2209.11920

Tradeoffs between convergence rate and noise amplification for momentum-based accelerated optimization algorithms

Hesameddin Mohammadi, Meisam Razaviyayn, Mihailo R. Jovanović

correctmedium confidence

Category: math.DS
Journal tier: Strong Field
Processed: Sep 28, 2025, 12:56 AM
arXiv Links: Abstract ↗PDF ↗

Audit review

The uploaded paper (arXiv:2209.11920) proves explicit lower bounds for any stabilizing two‑step momentum method on Q^L_m: J_min/(1−ρ) ≥ σ^2(κ^2/64 + (n−1)(√κ+1)/2) and J_max/(1−ρ) ≥ σ^2((n−1)κ^2/64 + (√κ+1)/2), with the analogous noisy‑gradient bounds J_min/(1−ρ) ≥ (σ_a^2/L^2)(κ^2/4 + (n−1)max{(1−ρ)^3κ^2, 1/4}) and J_max/(1−ρ) ≥ (σ_a^2/L^2)((n−1)κ^2/4 + max{(1−ρ)^3κ^2, 1/4}); see Theorem 2 (eq. (12)) in the PDF . The paper’s proof relies on a geometric characterization of stability and ρ‑linear convergence via the triangles Δ and Δ_ρ, the modal decomposition J = ∑_i Ĵ(λ_i), and distance functions (d,h,l) (Theorem 4) , together with the Nesterov/Chebyshev rate barrier 1/(1−ρ) ≥ (√κ+1)/2 (via Proposition 1) . The candidate solution derives the same statements via a different route: AR(2) modalization, a Cauchy–Schwarz H2 lower bound evaluated at r=ρ, and affine‑in‑λ constraints obtained from scaled Jury conditions.

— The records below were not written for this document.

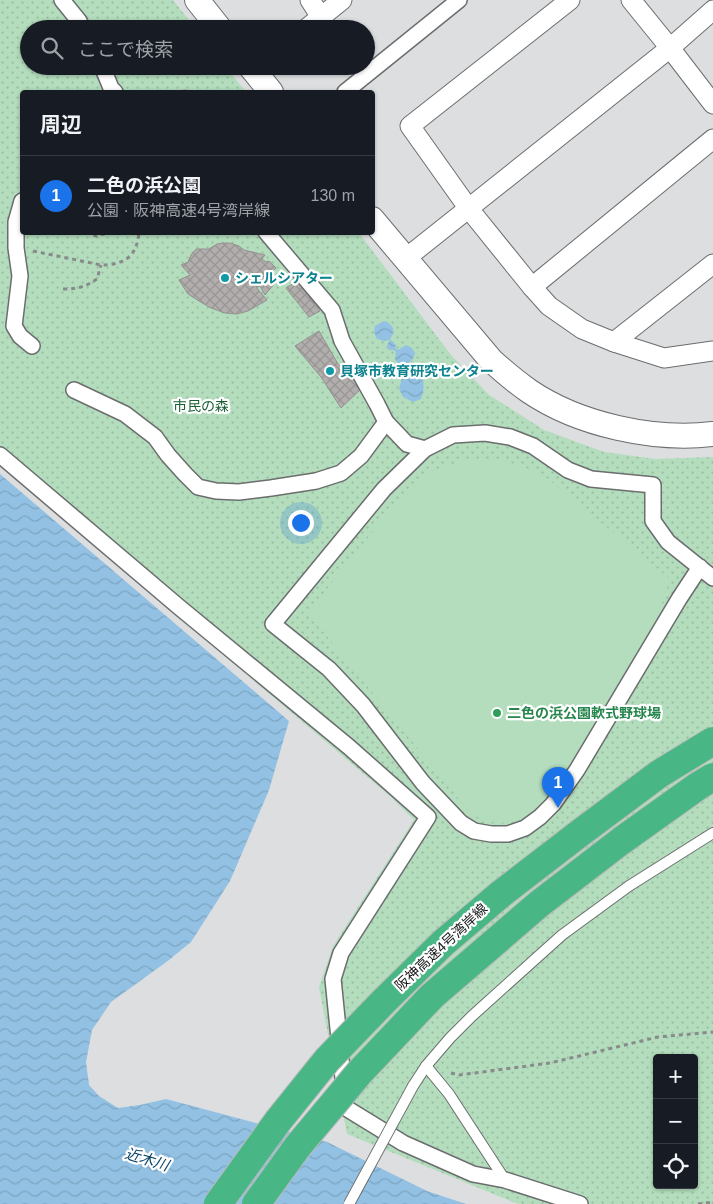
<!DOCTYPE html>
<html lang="ja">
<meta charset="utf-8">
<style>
body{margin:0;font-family:Arial,"Noto Sans JP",sans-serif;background:#242831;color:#f1f3f6}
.controls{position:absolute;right:15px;bottom:15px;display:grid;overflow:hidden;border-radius:5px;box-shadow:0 1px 4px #0004}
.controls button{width:45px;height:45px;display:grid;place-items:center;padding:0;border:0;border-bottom:1px solid #363941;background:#171b24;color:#f1f3f6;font:25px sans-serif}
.you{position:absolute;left:300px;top:522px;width:18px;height:18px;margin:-12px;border:4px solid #fff;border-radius:50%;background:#1a73e8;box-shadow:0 0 0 8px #1a73e833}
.badge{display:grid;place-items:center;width:32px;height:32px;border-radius:50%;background:#1a73e8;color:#fff;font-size:16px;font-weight:700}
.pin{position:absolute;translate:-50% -41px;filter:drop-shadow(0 1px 2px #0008)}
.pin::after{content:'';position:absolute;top:26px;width:18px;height:15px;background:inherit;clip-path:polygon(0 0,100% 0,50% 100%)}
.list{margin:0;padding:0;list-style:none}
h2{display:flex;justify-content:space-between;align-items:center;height:65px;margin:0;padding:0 20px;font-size:21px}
h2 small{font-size:16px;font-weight:400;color:#9ea1a6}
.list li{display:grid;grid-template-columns:32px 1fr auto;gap:15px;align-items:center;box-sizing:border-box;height:80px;padding:0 20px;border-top:1px solid #363941}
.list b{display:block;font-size:19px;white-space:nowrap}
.list p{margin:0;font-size:16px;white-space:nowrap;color:#9ea1a6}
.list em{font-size:16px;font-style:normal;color:#9ea1a6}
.icon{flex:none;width:28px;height:28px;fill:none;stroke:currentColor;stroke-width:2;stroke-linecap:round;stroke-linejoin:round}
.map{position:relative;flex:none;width:713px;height:1204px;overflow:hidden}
.search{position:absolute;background:#171b24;box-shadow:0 1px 4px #0004;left:20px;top:20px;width:355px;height:55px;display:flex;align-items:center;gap:12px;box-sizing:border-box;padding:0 18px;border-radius:28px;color:#9ea1a6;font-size:19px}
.panel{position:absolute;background:#171b24;box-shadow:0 1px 4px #0004;left:20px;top:90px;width:355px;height:145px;border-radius:5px}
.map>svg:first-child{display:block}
.park{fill:url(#park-dots);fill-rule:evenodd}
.garden{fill:#b3ddbc}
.water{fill:url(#water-waves)}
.building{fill:url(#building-cross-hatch);stroke:#959292}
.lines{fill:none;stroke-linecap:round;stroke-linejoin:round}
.service-casing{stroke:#6b6d6e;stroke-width:12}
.pedestrian-casing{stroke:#6b6d6e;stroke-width:18}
.minor-casing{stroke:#6b6d6e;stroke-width:21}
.tertiary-casing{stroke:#6b6d6e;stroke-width:26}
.path{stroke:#888a8b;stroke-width:3;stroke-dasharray:4 4;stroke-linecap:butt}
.service{stroke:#fff;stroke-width:10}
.pedestrian{stroke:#fff;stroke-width:15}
.minor{stroke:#fff;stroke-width:19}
.tertiary{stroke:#fff;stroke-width:24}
.service-bridge-casing{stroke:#6b6d6e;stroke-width:12;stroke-linecap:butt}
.motorway-bridge-casing{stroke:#b9baba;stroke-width:30;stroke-linecap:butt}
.service-bridge{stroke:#fff;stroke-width:10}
.motorway-bridge{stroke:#48b785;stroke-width:28}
.culture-dot{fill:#0f9aa8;stroke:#fff;stroke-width:2}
.leisure-dot{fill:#2e9e5b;stroke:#fff;stroke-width:2}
.labels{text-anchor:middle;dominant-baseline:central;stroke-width:4.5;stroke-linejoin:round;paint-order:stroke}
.culture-label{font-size:14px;font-weight:bold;fill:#0d838f;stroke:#fff;text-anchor:start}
.park-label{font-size:14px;fill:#195f32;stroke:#fff}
.leisure-label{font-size:14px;font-weight:bold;fill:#27864d;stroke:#fff;text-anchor:start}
.street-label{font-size:14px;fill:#171819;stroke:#fff}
.water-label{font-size:15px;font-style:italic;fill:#0c4566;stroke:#fff}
</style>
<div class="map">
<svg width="713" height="1204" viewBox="0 0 713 1204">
<defs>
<pattern id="park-dots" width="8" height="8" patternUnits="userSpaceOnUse" patternTransform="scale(1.25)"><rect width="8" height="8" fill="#b3ddbc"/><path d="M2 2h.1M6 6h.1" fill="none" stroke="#99bda1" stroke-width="1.8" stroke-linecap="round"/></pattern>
<pattern id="water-waves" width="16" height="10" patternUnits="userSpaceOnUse" patternTransform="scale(1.25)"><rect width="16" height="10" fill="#92c1e3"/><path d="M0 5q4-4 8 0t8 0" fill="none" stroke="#7da5c2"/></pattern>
<pattern id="building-cross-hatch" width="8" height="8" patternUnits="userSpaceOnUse" patternTransform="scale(1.25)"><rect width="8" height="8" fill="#b2aeae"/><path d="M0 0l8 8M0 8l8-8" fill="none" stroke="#989595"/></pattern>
</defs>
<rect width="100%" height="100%" fill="#dcdee0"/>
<path class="park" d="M0,0H173L196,29H29V66H225L246,92H22V232L359,233L451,355L489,395L544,430L604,452L655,459L713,457V1204H518L347,1134L319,987L333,946L414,820L391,797L213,646L0,461ZM657,1058H694V1185H657Z"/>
<path class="garden" d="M465,460L505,461L541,473L670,579L651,639L557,788L532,815L508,823L488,822L471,814L308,613L398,500L431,472Z"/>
<g class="water">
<path d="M386,321C390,324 395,328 393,333C393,335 391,337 390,339L396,345L395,348L398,350L406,345L412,348L415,353C413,363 403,369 395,360L396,352L394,350H389L387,347L388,343L390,341L389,340L384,341L377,339L374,332L375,326L380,323Z"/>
<path d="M410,365L411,372L414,373L420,371C424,382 425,388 421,399L413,402L403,397L399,389L402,378L407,373V366Z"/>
<path d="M0,474L289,721L269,790L230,881L191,942L169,960L111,1002L92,1030L86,1062L89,1085L99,1096L118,1108L140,1105L166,1099L327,1142L427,1191L466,1204H0Z"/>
</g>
<g class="building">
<path d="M185,90L199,92H173Z"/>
<path d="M223,243H230L239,246L244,250L265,255L262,259L266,262L269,261L276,268L272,272L264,276L275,283L265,295L260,286L256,287L267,300L248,311L237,314L225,313L211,308L199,301L188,294L179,280L190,275L181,265L188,262L191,255L196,249H209L217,244Z"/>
<path d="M297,281L320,311L309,317L286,288Z"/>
<path d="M319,331L338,364L363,387L341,408L321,377L295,346Z"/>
</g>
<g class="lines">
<defs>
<g id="service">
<path d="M426,1066L449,1094L505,1180"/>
<path d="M413,1086L426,1066L450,1038L472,1016L562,935L629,886L713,833"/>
</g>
<g id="pedestrian">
<path d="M62,0L79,21L83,29"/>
<path d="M102,66L111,88L115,92"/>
<path d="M345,92L459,0"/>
<path d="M22,201L16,222V248L20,276L14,326L20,336L32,346"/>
<path d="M266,232L332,310L342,341L377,404L386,422L407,444L425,449"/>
<path d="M74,390L125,414L155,437L168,455L185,474L198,487L216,491L239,492L271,488L316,481L341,473L361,456L386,422"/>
<path d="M0,455L179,607L349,747L428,817L341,953L333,979L346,1108L403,1143L473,1174L505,1180L580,1204"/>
<path d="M700,567L679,599L577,770L553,804L540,817L525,828L508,834H491L474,831L461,823L423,783L363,705L329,669L273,624L384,489L425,449L453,435L485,433L510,437L533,446L568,470L591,479L653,485V521L668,542L713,578"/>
</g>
<g id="minor">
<path d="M310,0L321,17"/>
<path d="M570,0L410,126L469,209L532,287L549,306L582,329L614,342L664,358L713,351"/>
<path d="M631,0L670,48L713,104"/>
<path d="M306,29L342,0"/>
<path d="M405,259L670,48L713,10"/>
<path d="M532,287L713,139"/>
<path d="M614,342L713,264"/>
</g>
<g id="tertiary">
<path d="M197,0L220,29"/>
<path d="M250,66L271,92"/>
<path d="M372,219L491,360C503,371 516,382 529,391C579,425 654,441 713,434"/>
</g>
</defs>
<use href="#service" class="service-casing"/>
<use href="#pedestrian" class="pedestrian-casing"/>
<use href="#minor" class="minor-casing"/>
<use href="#tertiary" class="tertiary-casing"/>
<g class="path">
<path d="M86,232L96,236L112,232"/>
<path d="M33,251L101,265C124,265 137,257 139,232"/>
<path d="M63,289C78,289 85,287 97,279L101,265"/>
<path d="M451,1073L459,1075L550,1063L658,1037L713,1032"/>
<path d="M698,1204L713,1202"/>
</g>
<use href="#service" class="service"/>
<use href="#pedestrian" class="pedestrian"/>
<use href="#minor" class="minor"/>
<use href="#tertiary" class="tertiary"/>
<defs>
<path id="service-bridge" d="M349,1204L413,1086"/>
<g id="motorway-bridge">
<path d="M218,1204L278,1121L327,1060L384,1001L443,943L502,893L580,833L659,774L713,741"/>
<path d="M256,1204L298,1146L360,1072L432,996L539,904L621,841L698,786L713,777"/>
</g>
</defs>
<use href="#service-bridge" class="service-bridge-casing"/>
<use href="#motorway-bridge" class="motorway-bridge-casing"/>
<use href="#service-bridge" class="service-bridge"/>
<use href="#motorway-bridge" class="motorway-bridge"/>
</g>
<g class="culture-dot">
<circle cx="225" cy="278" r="5"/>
<circle cx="330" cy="371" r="5"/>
</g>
<circle class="leisure-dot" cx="497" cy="713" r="5"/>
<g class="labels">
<g class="culture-label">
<text x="235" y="278">シェルシアター</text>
<text x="340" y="371">貝塚市教育研究センター</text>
</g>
<g class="park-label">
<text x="201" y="406">市民の森</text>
</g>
<g class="leisure-label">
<text x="507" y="713">二色の浜公園軟式野球場</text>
</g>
<g class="street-label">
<text transform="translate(441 947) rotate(-43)">阪神高速4号湾岸線</text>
</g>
<g class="water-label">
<text transform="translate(147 1159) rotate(17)">近木川</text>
</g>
</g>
</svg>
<div class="controls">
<button>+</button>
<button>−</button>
<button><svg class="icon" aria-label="locate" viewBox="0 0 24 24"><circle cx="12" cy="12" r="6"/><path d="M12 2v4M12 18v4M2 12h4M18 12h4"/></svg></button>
</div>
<div class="you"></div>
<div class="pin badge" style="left:558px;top:808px">1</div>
<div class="search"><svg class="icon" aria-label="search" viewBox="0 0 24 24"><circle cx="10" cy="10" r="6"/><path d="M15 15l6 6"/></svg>ここで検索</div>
<section class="panel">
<h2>周辺<small></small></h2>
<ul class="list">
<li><span class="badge">1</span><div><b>二色の浜公園</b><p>公園 · 阪神高速4号湾岸線</p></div><em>130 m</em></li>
</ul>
</section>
</div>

Substantively, the two approaches agree on the results and the modal reduction strategy, but the model’s write‑up contains two issues: (i) the stated scaled Jury inequalities have sign errors (for z^2 − ρ a z − ρ^2 b Schur, the correct second‑order Jury conditions are 1 + ρ^2 b ≥ 0, 1 − ρ a − ρ^2 b ≥ 0, 1 + ρ a − ρ^2 b ≥ 0, aligning with the paper’s Δ_ρ triangle) ; (ii) the step that upper‑bounds |1 − aρ − bρ^2| at an endpoint using a global variation bound needs a clearer justification. These do not affect the final bounds because the needed “slope” constraints and midpoint bound follow cleanly from the Δ_ρ geometry used in the paper (e.g., d(λ)=αλ with d∈[(1−ρ)^2,(1+ρ)^2], yielding α|γ|(L−m) ≤ 2ρ^2 and α|1+γ|(L−m) ≤ 4ρ) , and the rate barrier 1/(1−ρ) ≥ (√κ+1)/2 is established in the paper as well . Taken together, the paper’s argument is complete and correct, and the model’s solution reaches the same conclusions with minor fixable gaps.

Referee report (LaTeX)

\textbf{Recommendation:} minor revisions

\textbf{Journal Tier:} strong field

\textbf{Justification:}

The manuscript offers a compelling, unified geometric framework that clarifies the interplay between convergence rate and noise amplification for two-step momentum methods and proves sharp lower bounds that match constructive upper bounds. The results are technically sound and of clear interest to optimization and control communities. Minor expansions of a few proof details would further strengthen accessibility.